ていうか……すごく言いたい! 西島さんはどう? って言いたい……! でも西島さんの立場もあるし、本人はどうにか頑張ってみるって言っていたのに、わたしが余計なことをするべきではない。
仕事はできるし気も利くのに演技力は皆無だった南は、目的の階に着くと「そういう同期がいたらなぁ」ともう一度言って、振り返ることなくエレベーターを降りて行った。
ドアが閉まり、また二階堂とふたりで取り残される。でももう、さっきのような微妙の雰囲気ではなかった。
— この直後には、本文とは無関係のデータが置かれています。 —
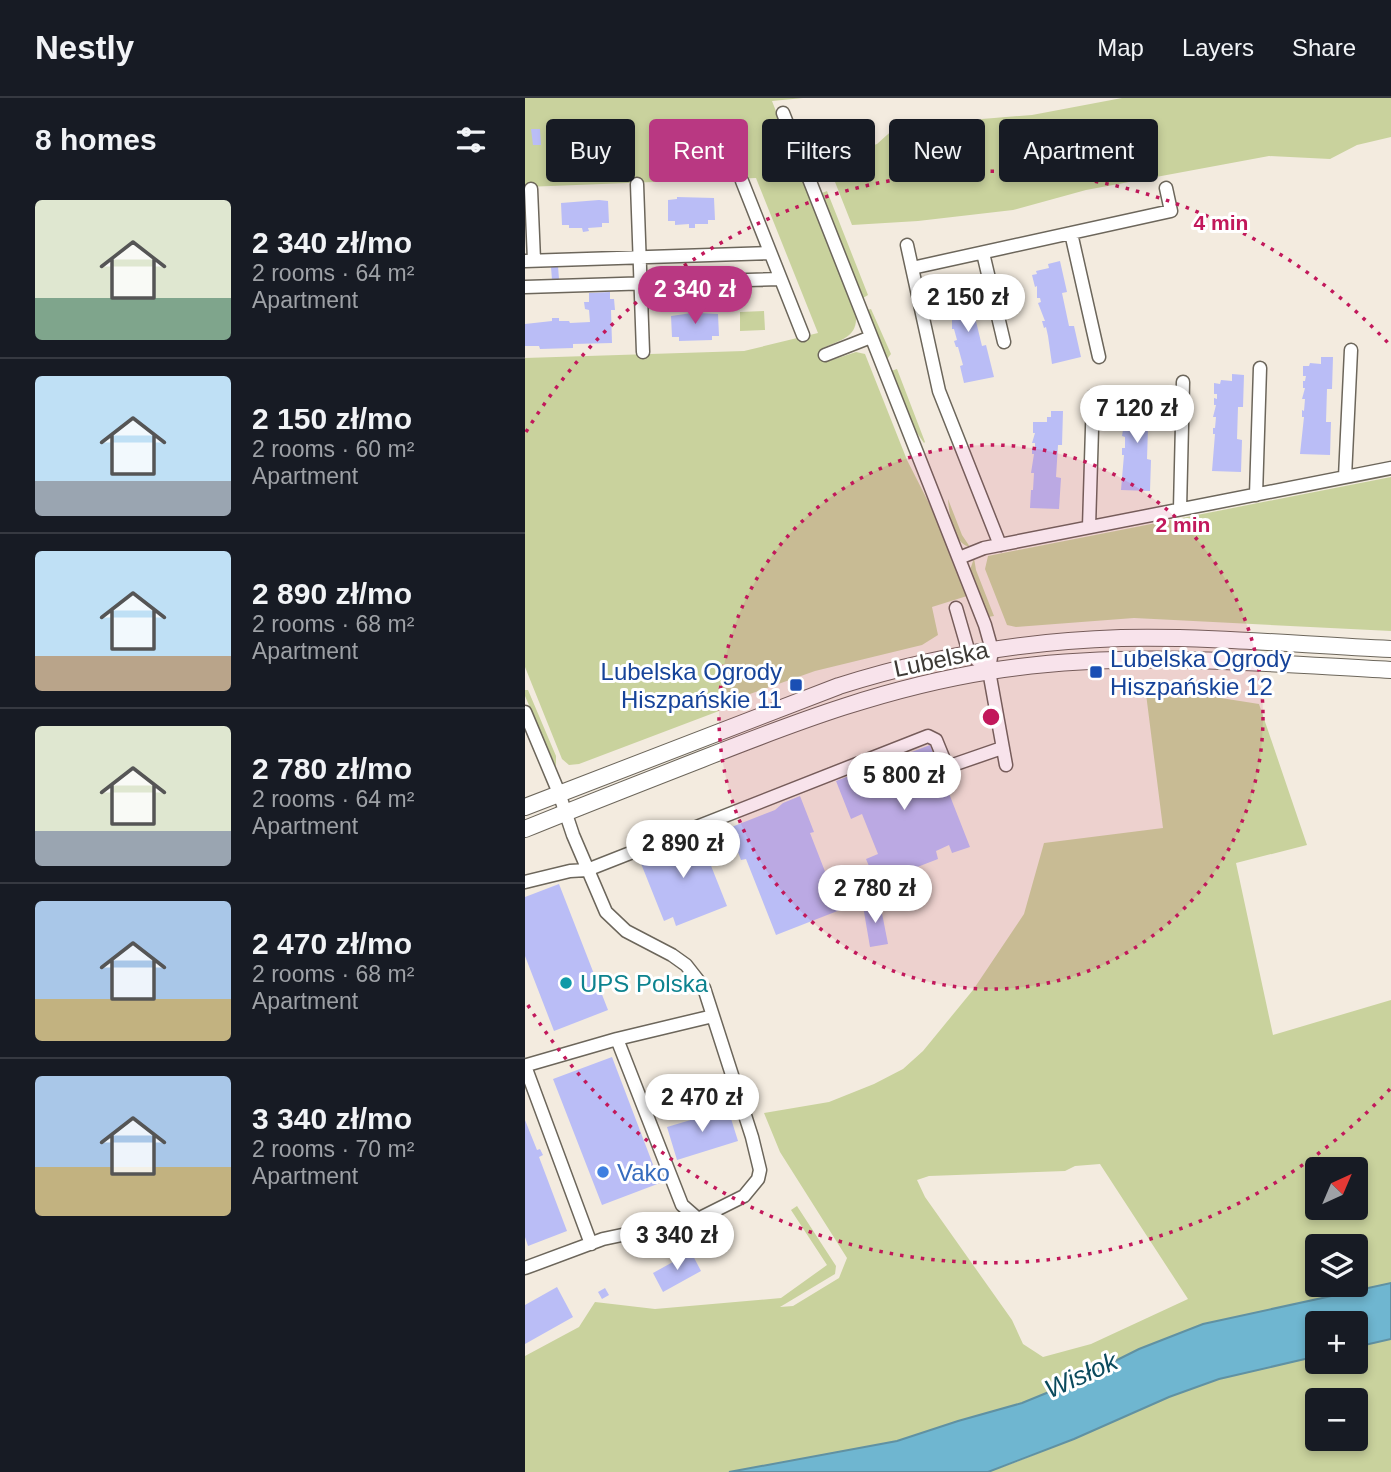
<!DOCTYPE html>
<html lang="en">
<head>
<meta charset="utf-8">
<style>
	:root { --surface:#171b24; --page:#20242c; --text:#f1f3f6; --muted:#9ea1a6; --line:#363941; --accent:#b93882 }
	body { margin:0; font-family:Arial,sans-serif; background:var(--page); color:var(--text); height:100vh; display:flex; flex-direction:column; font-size:26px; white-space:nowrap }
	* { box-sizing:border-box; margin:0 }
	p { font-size:23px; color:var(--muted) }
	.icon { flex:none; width:38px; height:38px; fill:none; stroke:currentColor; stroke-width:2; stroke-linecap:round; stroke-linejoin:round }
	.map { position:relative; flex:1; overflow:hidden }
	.panel { display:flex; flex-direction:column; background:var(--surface); width:525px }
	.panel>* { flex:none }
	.hud { position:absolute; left:21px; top:21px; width:665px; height:63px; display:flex; gap:14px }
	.needle { width:46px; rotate:44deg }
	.fabs { position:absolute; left:780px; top:1059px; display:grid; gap:14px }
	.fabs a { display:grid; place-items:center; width:63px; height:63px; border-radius:7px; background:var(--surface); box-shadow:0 4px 10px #0003; font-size:35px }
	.price { position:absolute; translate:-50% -60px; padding:0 16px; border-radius:24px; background:#fff; color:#222; font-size:23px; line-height:46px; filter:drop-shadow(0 2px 4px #0008) }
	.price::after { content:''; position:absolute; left:50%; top:42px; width:21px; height:16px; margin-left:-10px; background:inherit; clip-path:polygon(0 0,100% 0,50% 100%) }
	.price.on { background:var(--accent); color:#fff }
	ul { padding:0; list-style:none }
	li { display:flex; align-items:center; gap:21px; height:175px; padding:0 35px }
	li+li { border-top:2px solid var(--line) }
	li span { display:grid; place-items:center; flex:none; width:196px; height:140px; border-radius:7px; color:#555 }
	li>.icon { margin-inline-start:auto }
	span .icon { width:84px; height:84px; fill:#fffc; stroke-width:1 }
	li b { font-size:30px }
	h2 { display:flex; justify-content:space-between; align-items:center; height:84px; padding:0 35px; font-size:30px }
	.tag { padding:0 24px; border-radius:7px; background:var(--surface); box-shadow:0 4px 10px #0003; font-size:24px; line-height:63px }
	.tag.on { background:var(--accent); color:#fff }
	header { display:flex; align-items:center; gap:42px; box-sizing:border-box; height:98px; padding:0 35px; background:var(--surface); border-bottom:2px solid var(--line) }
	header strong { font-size:33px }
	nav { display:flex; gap:38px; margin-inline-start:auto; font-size:24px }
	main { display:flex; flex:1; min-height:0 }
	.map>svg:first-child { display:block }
	.green { fill:#c9d29d; fill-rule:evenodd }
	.water { fill:#6fb6d0; stroke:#6091a2; stroke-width:2 }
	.building { fill:#babdf6 }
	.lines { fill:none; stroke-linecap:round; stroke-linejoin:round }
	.minor-casing { stroke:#6c665b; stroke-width:15 }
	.major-casing { stroke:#6c665b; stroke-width:18 }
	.minor { stroke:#fff; stroke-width:12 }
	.major { stroke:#fff; stroke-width:16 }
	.ring { fill:none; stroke:#c2185b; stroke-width:3.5; stroke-dasharray:3.5 7 }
	.transit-dot { fill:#1a4fb4; stroke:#fff; stroke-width:2.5 }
	.culture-dot { fill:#0f9aa8; stroke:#fff; stroke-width:2.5 }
	.shop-dot { fill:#3f7fe0; stroke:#fff; stroke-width:2.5 }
	.labels { text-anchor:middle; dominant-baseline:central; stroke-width:6; stroke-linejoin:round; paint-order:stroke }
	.transit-label { font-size:24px; fill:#164399; stroke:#fff; text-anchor:start }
	.street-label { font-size:24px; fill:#3e3b36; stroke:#fff }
	.culture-label { font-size:24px; fill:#0d838f; stroke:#fff; text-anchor:start }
	.shop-label { font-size:24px; fill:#366cbe; stroke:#fff; text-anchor:start }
	.water-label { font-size:26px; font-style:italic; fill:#0b4a5d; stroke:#fff }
	.centre { fill:#c2185b; stroke:#fff; stroke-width:3.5 }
	.ring-label { font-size:21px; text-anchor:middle; font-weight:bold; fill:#c2185b; stroke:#fff; stroke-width:6; stroke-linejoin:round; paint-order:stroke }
</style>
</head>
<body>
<header>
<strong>Nestly</strong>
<nav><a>Map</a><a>Layers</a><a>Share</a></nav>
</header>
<main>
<section class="panel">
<h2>8 homes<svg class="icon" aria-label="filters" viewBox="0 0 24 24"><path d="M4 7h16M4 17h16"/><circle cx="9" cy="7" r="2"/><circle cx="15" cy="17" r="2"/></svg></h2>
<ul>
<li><span style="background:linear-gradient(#dfe7d0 70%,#7fa58c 0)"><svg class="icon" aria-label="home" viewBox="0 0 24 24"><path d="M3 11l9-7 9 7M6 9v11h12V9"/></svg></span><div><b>2 340 zł/mo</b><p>2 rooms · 64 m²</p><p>Apartment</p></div></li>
<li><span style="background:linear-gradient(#bfe0f5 75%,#9aa5b1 0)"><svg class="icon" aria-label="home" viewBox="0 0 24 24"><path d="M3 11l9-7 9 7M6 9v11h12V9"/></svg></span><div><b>2 150 zł/mo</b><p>2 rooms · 60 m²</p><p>Apartment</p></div></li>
<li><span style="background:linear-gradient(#bfe0f5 75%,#b9a48a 0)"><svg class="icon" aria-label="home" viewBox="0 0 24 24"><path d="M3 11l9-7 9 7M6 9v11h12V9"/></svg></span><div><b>2 890 zł/mo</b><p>2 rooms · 68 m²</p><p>Apartment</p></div></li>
<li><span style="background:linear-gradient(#dfe7d0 75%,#9aa5b1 0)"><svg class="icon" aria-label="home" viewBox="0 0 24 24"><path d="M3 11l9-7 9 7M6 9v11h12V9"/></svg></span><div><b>2 780 zł/mo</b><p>2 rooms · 64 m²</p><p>Apartment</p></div></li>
<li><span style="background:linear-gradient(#a9c7e8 70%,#c2b280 0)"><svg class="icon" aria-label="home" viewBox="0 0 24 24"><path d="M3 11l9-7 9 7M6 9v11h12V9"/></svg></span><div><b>2 470 zł/mo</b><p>2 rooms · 68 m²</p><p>Apartment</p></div></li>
<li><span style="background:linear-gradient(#a9c7e8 65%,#c2b280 0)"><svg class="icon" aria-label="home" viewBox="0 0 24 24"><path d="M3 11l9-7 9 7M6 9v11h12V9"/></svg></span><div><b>3 340 zł/mo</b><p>2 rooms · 70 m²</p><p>Apartment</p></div></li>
</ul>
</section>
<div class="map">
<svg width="866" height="1374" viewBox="0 0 866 1374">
	<rect width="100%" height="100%" fill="#f3ebdf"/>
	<path class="green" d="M0,0H278L247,3L331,219C332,240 314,242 298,250L304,263L331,254L340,256L382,362L410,417L442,498L407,509L413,537L397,547L290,573L222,597L223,602L54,666L44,667L37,661L0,569V260L219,253L293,235L231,80L0,89Z
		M597,0H866V39L832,47L805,61L744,58L561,92L488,112L393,123L327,127L310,84L321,76L298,28L314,25L328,35L336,51L352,46L372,28L411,35L457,21L507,17Z
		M302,93L343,197L338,200L297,95Z
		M346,211L366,256L362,261L342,212Z
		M239,213L240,232L215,233V214Z
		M372,271L400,344L399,345L390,332L366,273Z
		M866,379V533L609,520L491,529L482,527L460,471L463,458Z
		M423,401L437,437L445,449C428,446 424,415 423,401Z
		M449,460L451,472L469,518L463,519L445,472Z
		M620,588L734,606L782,747L711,765L748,937L866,902V1185L678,1226L614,1251L546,1285L497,1305L433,1323L372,1343L204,1374H0V1258L54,1229L70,1204L130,1211L256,1200L302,1167L266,1112L272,1108L311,1168L310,1176L255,1209L268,1208L314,1180L322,1160L255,1054L239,1015L304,1004L349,986L378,971L398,953L448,892L499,816L519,745L638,730ZM575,1066L663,1201L566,1246L518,1259L498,1246L487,1222L400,1099L392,1082L404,1078L540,1073L550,1068ZM793,1071H831V1110H793ZM793,1148H831V1186H793Z
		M0,592H3L31,658V669L0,598Z
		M866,1241V1374H463C541,1348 614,1306 693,1281C725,1271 760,1266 793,1258V1264H831V1249ZM793,1302H831V1340H793Z"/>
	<path class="water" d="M866,1185V1241L831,1249V1225H793V1258L694,1281L644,1299L549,1341L463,1374H204L372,1343L433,1323L497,1305L546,1285L614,1251L678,1226Z"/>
	<path class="building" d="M6,31H15L16,47H8Z
		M152,99L189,100L190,122H183V126H170V130H164V126L150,127V123H143V102L152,101Z
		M74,102L83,103L84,125H77V129L63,130L64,133L58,134L57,130H44V127H37L36,105Z
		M535,163L542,194L537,195L544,228H549L556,259L527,266L523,238L521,229L519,230L517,223H520L513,205L516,204L515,200H512V188L510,189L507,177L512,176L511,173L524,170L523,166Z
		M33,168L34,181L27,182L26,169Z
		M447,182L454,214L449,215L456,244L457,248L461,247L469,279L439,285L435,268L438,267L433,249H431L429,243L432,242L429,231H427V219L424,220L423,213L425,212L424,207L422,208L419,196L436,190L435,185Z
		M85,194V201H89L90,212H86L87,245L48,246V250L15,251L14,248H0V226L27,223V220H34V223H44L45,225L65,224L64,212L60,211L59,204H64V195Z
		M167,212H173V215L193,216L194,238H187V242L154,243V239H147L146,218L167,215Z
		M796,259H808L807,291H802L801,324H806L805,357L775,356L779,319H777V312L779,313L780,301H777L780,290H778V283H780L781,278H778V268H784L785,265L796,266Z
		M707,276L719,277L718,309H713L712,341L717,342L716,374L687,373L690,336H688V330H690L691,319H688L691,307H689V300L692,301V296H689V285L695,286L696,282L707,283Z
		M617,295H628V329H623L622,361L626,362L625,393L596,392L599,357H597V350H600V339L597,338L598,332H600L598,321H601V317H598L599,306H613V301H617Z
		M526,313H538L537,347H533L531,379L536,380L534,411L505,410L506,392H508L509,375H506L509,356H507V350H510V345H507L510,335H508V324H522V319H526Z
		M405,647L445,749L427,755L424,747L411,753L413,761L351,785L341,761L353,756L337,716L326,721L311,683Z
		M275,698L289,734L285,735L315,812L251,837L221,761L216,762L204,730L250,712L258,705Z
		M173,735L202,808L151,828L148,819L139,823L113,758Z
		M34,786L83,912L29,933L0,858V799Z
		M355,805L363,846L345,849L338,808Z
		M87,959L135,1085L77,1107L28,981Z
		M203,1011L213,1043L152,1062L142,1029Z
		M0,1022L12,1052L15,1051L18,1057L14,1059L42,1133L3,1148L0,1139Z
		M166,1154L176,1173L138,1194L128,1175Z
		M32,1189L48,1219L0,1246V1207Z
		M80,1190L84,1197L77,1201L73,1194Z"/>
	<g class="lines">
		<defs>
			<path id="minor" d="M258,15L460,527L467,552L464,573L481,667
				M273,53L299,44
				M280,69L305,59
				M217,83L278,237
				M112,86L118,254
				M6,91L9,162
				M546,135L574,259
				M382,147L414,293L475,447
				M458,155L479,244
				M0,163L245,155
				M387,170L646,113L641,90
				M0,189L255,181
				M300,257L346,239
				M820,379L826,252
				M731,397L735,270
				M655,411L658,284
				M564,429L568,298
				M434,460L459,450L866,370
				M431,510L444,555L464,573
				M0,614L34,695L48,737L81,814L101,833L147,857L161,867L179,890L227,1039L235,1072L233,1081L219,1098L173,1121L78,1141L0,1170
				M0,784L45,773L62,772L403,638L411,642L422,669L477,650
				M92,941L157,1107L173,1121
				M2,967L92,941L188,918
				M0,968L66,1146"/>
			<path id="major" d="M0,709L314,588C405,559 500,543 596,540C686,538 776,547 866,551
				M0,731C59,707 118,684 177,661C273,623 363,589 465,573C598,552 732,565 866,572"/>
		</defs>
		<use href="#minor" class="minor-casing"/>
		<use href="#major" class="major-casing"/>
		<use href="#minor" class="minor"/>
		<use href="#major" class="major"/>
	</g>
	<circle cx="466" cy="619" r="272" fill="#c2185b" fill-opacity=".12"/>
	<g class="ring">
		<circle cx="466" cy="619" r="272"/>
		<path d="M865 991A545 545 0 0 1 1 904M1 334A545 545 0 0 1 865 247"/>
	</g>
	<g class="transit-dot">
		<rect x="564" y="567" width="14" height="14" rx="3.5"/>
		<rect x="264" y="580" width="14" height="14" rx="3.5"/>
	</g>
	<circle class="culture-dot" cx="41" cy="885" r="7"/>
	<circle class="shop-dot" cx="78" cy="1074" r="7"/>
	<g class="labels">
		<g class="transit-label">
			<text x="585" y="560">Lubelska Ogrody<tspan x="585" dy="28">Hiszpańskie 12</tspan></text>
			<text x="257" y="573" text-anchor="end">Lubelska Ogrody<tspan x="257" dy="28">Hiszpańskie 11</tspan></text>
		</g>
		<g class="street-label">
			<text transform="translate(416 561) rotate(-12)">Lubelska</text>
		</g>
		<g class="culture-label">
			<text x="55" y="885">UPS Polska</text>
		</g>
		<g class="shop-label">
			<text x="92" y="1074">Vako</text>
		</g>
		<g class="water-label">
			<text transform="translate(556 1277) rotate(-24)">Wisłok</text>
		</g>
	</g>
	<circle cx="466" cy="619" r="10" class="centre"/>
	<g class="ring-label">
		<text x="696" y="132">4 min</text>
		<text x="658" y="434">2 min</text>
	</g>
</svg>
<div class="fabs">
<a><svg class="needle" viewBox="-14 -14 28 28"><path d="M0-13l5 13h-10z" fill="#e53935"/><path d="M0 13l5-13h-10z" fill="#9ea1a6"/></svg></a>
<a><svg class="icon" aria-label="layers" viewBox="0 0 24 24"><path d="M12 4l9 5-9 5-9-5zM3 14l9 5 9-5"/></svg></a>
<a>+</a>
<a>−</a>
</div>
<b class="price on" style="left:170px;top:228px">2 340 zł</b>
<b class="price" style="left:443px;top:236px">2 150 zł</b>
<b class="price" style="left:612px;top:347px">7 120 zł</b>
<b class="price" style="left:379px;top:714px">5 800 zł</b>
<b class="price" style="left:158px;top:782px">2 890 zł</b>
<b class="price" style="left:350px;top:827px">2 780 zł</b>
<b class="price" style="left:177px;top:1036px">2 470 zł</b>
<b class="price" style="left:152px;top:1174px">3 340 zł</b>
<div class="hud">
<a class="tag">Buy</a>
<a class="tag on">Rent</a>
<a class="tag">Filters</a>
<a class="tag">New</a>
<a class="tag">Apartment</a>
</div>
</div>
</main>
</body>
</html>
再びエレベーターが動き出すと、二階堂は少し俯きふっと笑って「下手くそだったな」と呟くように言った。
「仕事はできるのにね」
「ああ。今どき子役のほうが良い演技するわ」
「こんなに演技が下手なんて思わなかった」
「南とも丸六年の付き合いがあるのに、全然知らなかった」
「わたしもだよ。よく飲みに行ったり遊んだりしてるのに」
いつも通りの何気ない会話で微妙な雰囲気が消え去ったおかげで、話ができそうだ。
「……二階堂、ごめん。わたし、二階堂の不機嫌の理由が分からない」
「ああ、ちゃんと話そう。多分俺らは、ちゃんと話さなきゃ分かり合えない」
「うん、そうしてくれると助かる」
「ちゃんと話さなきゃ、南の下手くそな演技が報われないしな」
「ふふ、そうだね」
そしてわたしたちは、ようやくエレベーターを降りたのだった。入れ替わりで乗り込んで来た他の部署の先輩が「お、二階堂じゃん、今日さ、」と声を掛けてきたけれど、誘われる前に二階堂はその言葉を遮り「お疲れ様です、また今度!」と秒速で断ってわたしの腕を引いた。